The Act contains a technical correction of the retail glitch by including QIP placed in service beginning in 2018 in the definition of 15-year property under Section 168, making it eligible for 100% bonus depreciation. The Act clarifies that this correction applies retroactively with the enactment of the TCJA. Eligible taxpayers may be entitled to a refund and should consider filing an amended tax return, though certain eligible taxpayers may be required to request an administrative adjustment to take advantage of this favorable treatment. Taxpayers should review and analyze the overall tax consequences of adjusting their depreciation expense in light of their specific facts and circumstances prior to filing an amended return or requesting an administrative adjustment. Eligible corporate taxpayers in particular should evaluate the overall impact of filing amended tax returns to immediately expense QIP in the year it was placed in service.
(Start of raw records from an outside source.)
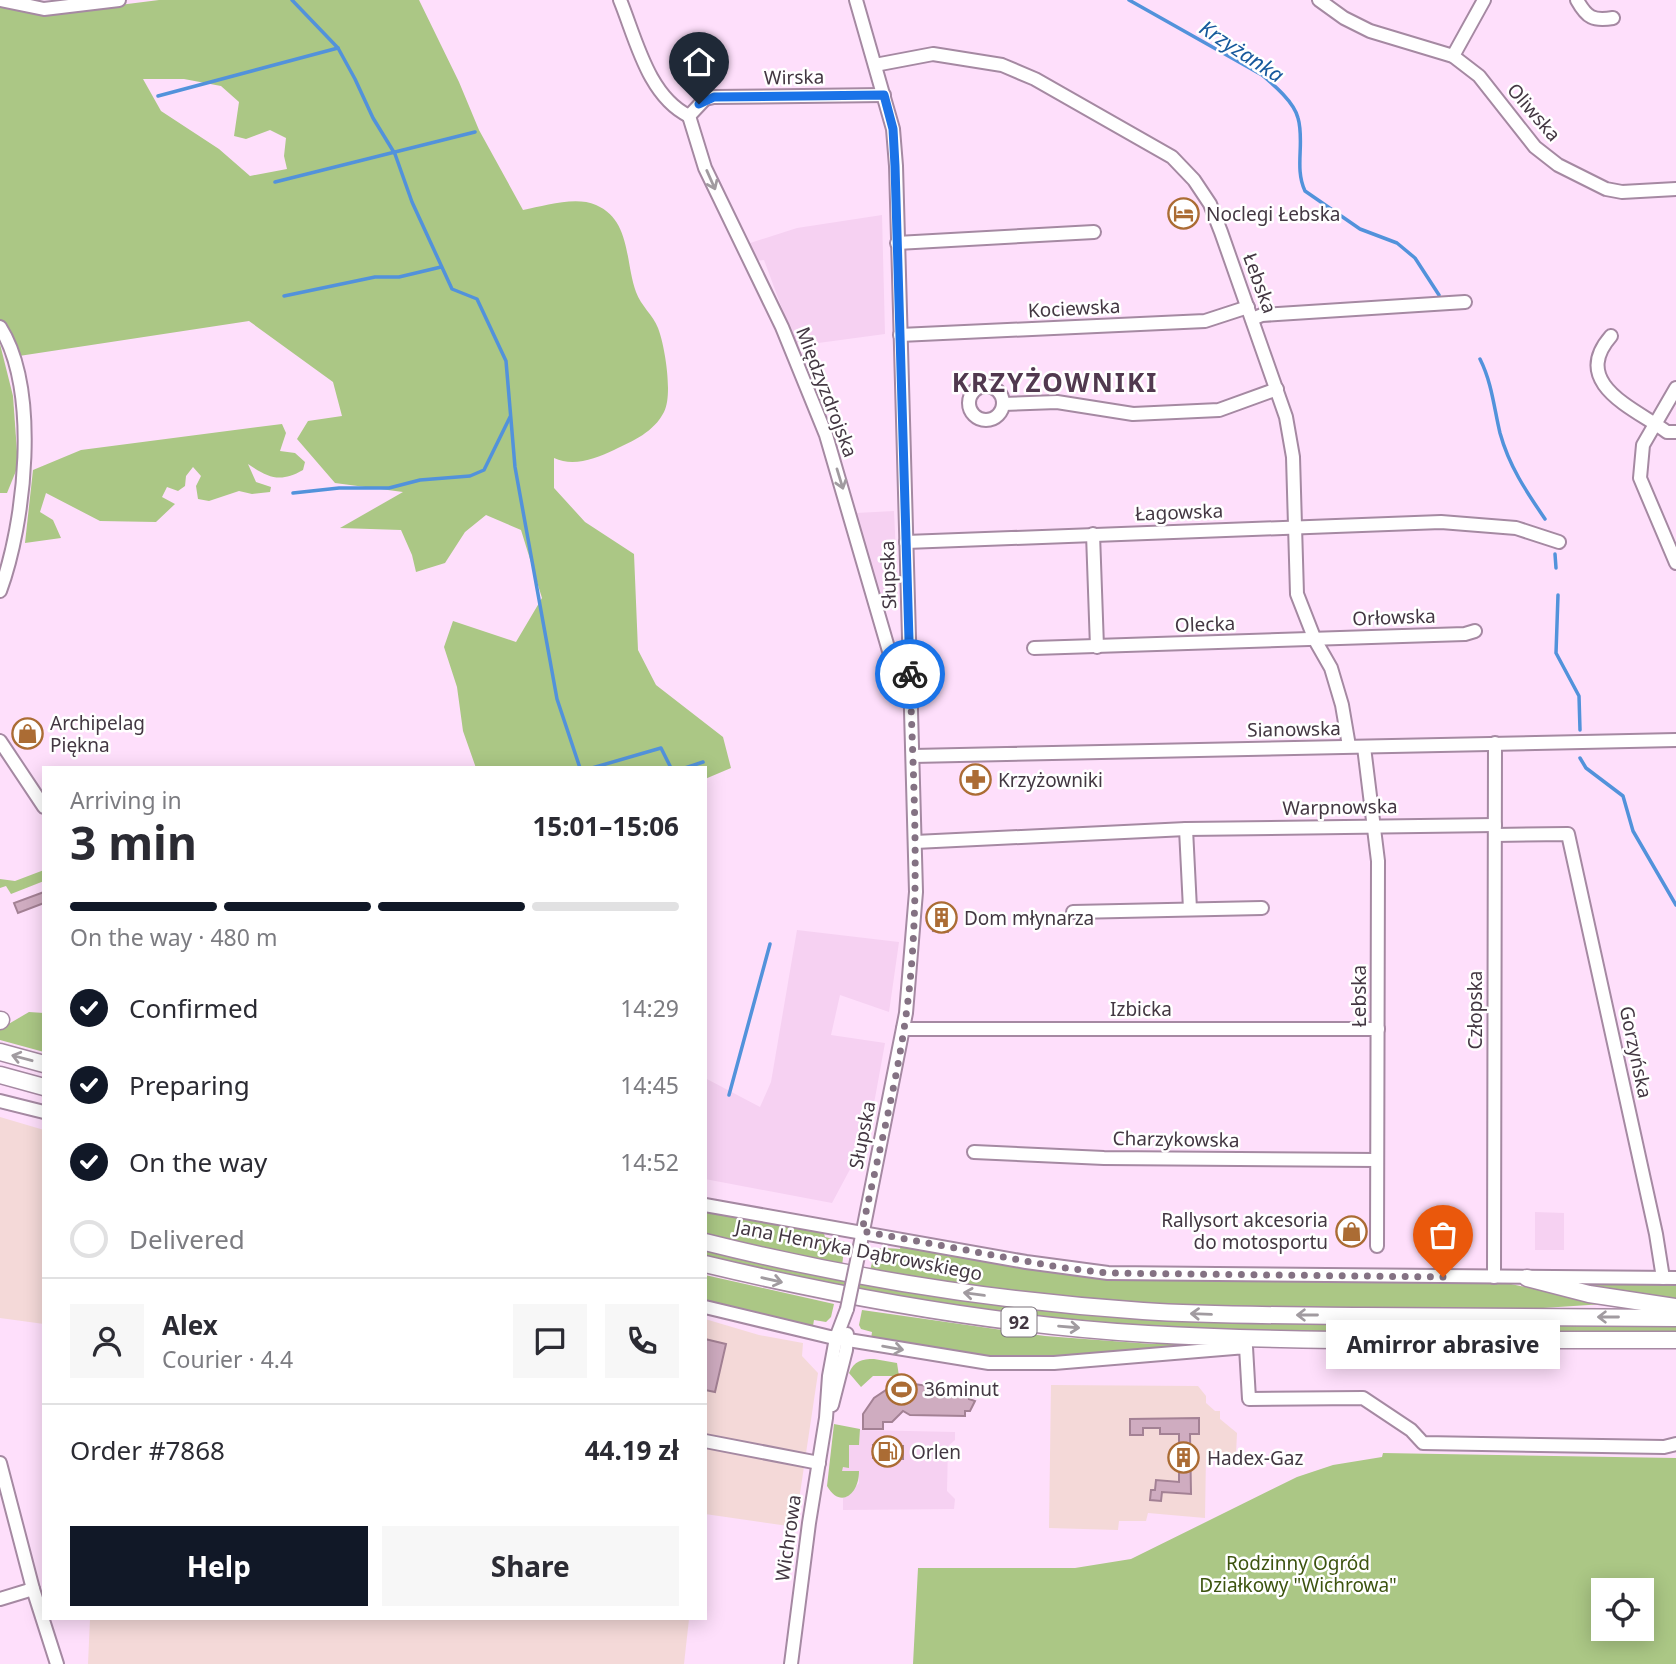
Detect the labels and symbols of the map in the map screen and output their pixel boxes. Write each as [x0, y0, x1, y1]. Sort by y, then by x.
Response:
water label: Krzyżanka [1195, 13, 1290, 89]
pin [669, 32, 729, 104]
street label: Wirska [764, 63, 824, 91]
street label: Oliwska [1501, 77, 1567, 147]
one-way arrow [705, 169, 718, 191]
hotel icon: Noclegi Łebska [1166, 197, 1200, 231]
place label: Noclegi Łebska [1206, 201, 1340, 227]
street label: Łebska [1237, 249, 1283, 317]
street label: Kociewska [1027, 293, 1121, 323]
street label: Międzyzdrojska [790, 323, 864, 461]
district label: KRZYŻOWNIKI [952, 364, 1158, 400]
one-way arrow [834, 468, 847, 490]
street label: Łagowska [1134, 497, 1224, 527]
street label: Słupska [874, 540, 902, 610]
street label: Orłowska [1352, 603, 1436, 631]
street label: Olecka [1174, 610, 1236, 638]
courier [875, 639, 945, 709]
place label: Archipelag Piękna [50, 710, 145, 758]
street label: Sianowska [1247, 715, 1341, 743]
shop icon: Archipelag Piękna [10, 717, 44, 751]
pharmacy icon: Krzyżowniki [958, 763, 992, 797]
place label: Krzyżowniki [998, 767, 1103, 793]
street label: Warpnowska [1282, 793, 1398, 821]
building icon: Dom młynarza [924, 901, 958, 935]
place label: Dom młynarza [964, 905, 1094, 931]
street label: Łebska [1346, 965, 1372, 1027]
street label: Człopska [1462, 971, 1488, 1049]
street label: Izbicka [1110, 996, 1172, 1022]
street label: Gorzyńska [1614, 1004, 1658, 1100]
one-way arrow [11, 1051, 34, 1064]
street label: Słupska [843, 1099, 881, 1171]
street label: Charzykowska [1112, 1125, 1240, 1153]
pin [1413, 1205, 1473, 1277]
place label: Rallysort akcesoria do motosportu [1161, 1207, 1328, 1255]
street label: Jana Henryka Dąbrowskiego [731, 1213, 985, 1287]
shop icon: Rallysort akcesoria do motosportu [1334, 1214, 1368, 1248]
one-way arrow [760, 1274, 783, 1288]
one-way arrow [963, 1287, 986, 1300]
one-way arrow [1189, 1307, 1212, 1320]
road number: 92 [1002, 1308, 1036, 1336]
one-way arrow [1296, 1308, 1319, 1322]
one-way arrow [1597, 1310, 1620, 1324]
callout: Amirror abrasive [1326, 1319, 1560, 1368]
one-way arrow [1057, 1321, 1080, 1334]
one-way arrow [881, 1342, 904, 1355]
sports icon: 36minut [884, 1372, 918, 1406]
place label: 36minut [924, 1376, 999, 1402]
fuel station icon: Orlen [871, 1435, 905, 1469]
place label: Orlen [911, 1439, 961, 1465]
building icon: Hadex-Gaz [1167, 1441, 1201, 1475]
place label: Hadex-Gaz [1207, 1445, 1303, 1471]
street label: Wichrowa [769, 1493, 807, 1583]
park label: Rodzinny Ogród Działkowy "Wichrowa" [1199, 1550, 1397, 1598]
Such expenses may generate (additional) NOLs for 2018, 2019 and 2020, which can be carried back to previous tax years under the Act to offset income taxed at a higher rate. (See above for a discussion on changes to the NOL rules under the Act.)
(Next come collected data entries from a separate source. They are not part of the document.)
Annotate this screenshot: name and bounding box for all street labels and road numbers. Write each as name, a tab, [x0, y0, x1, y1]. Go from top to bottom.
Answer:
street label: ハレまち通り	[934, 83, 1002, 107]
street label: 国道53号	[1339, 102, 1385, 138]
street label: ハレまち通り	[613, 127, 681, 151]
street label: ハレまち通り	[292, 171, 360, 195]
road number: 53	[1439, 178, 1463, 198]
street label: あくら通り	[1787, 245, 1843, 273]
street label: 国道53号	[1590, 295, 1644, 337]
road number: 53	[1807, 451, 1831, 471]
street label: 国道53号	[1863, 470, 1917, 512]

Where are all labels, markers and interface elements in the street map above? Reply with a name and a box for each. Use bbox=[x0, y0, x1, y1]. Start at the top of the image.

Employee Retention Tax Credit
The Act establishes a tax credit for the 2020 tax year against an eligible employer’s 6.2% share of Social Security payroll taxes (but not the 1.45% employer share of the Medicare tax). An employer is eligible for the credit if (i) its business operations were fully or partially suspended during any calendar quarter of 2020 as a result of a government order related to COVID-19, or (ii) its gross receipts for any 2020 calendar quarter were less than 50% of its gross receipts for the same quarter in 2019. In the latter case, the employer will continue to be eligible for the tax credit for each calendar quarter in 2020 until it has a quarter when receipts exceed 80% of what they were for the same quarter in 2019. Tax-exempt organizations under Section 501(c) may also be eligible for this tax credit.The tax credit equals 50% of the “qualified wages” paid to each employee for each eligible quarter during 2020. The total amount of qualified wages taken into account for each employee may not exceed $10,000 for the year. Accordingly, the credit is essentially capped at $5,000 (i.e., 50% of the first $10,000 of qualified wages per employee). For an employer with more than 100 employees during 2019, qualified wages include only the following wages paid to employees when they are not providing any services as a result of business operations being fully or partially suspended or a decline in gross receipts (as described above): wages (1) paid to furloughed employees and (2) paid to employees operating on a reduced work schedule, but only to the extent of the difference between the total amount of wages actually paid to these employees and the amount the employer would have otherwise paid for the reduced hours or services actually provided by such employees. For an employer with fewer than 100 employees in 2019, qualified wages include wages paid to all employees.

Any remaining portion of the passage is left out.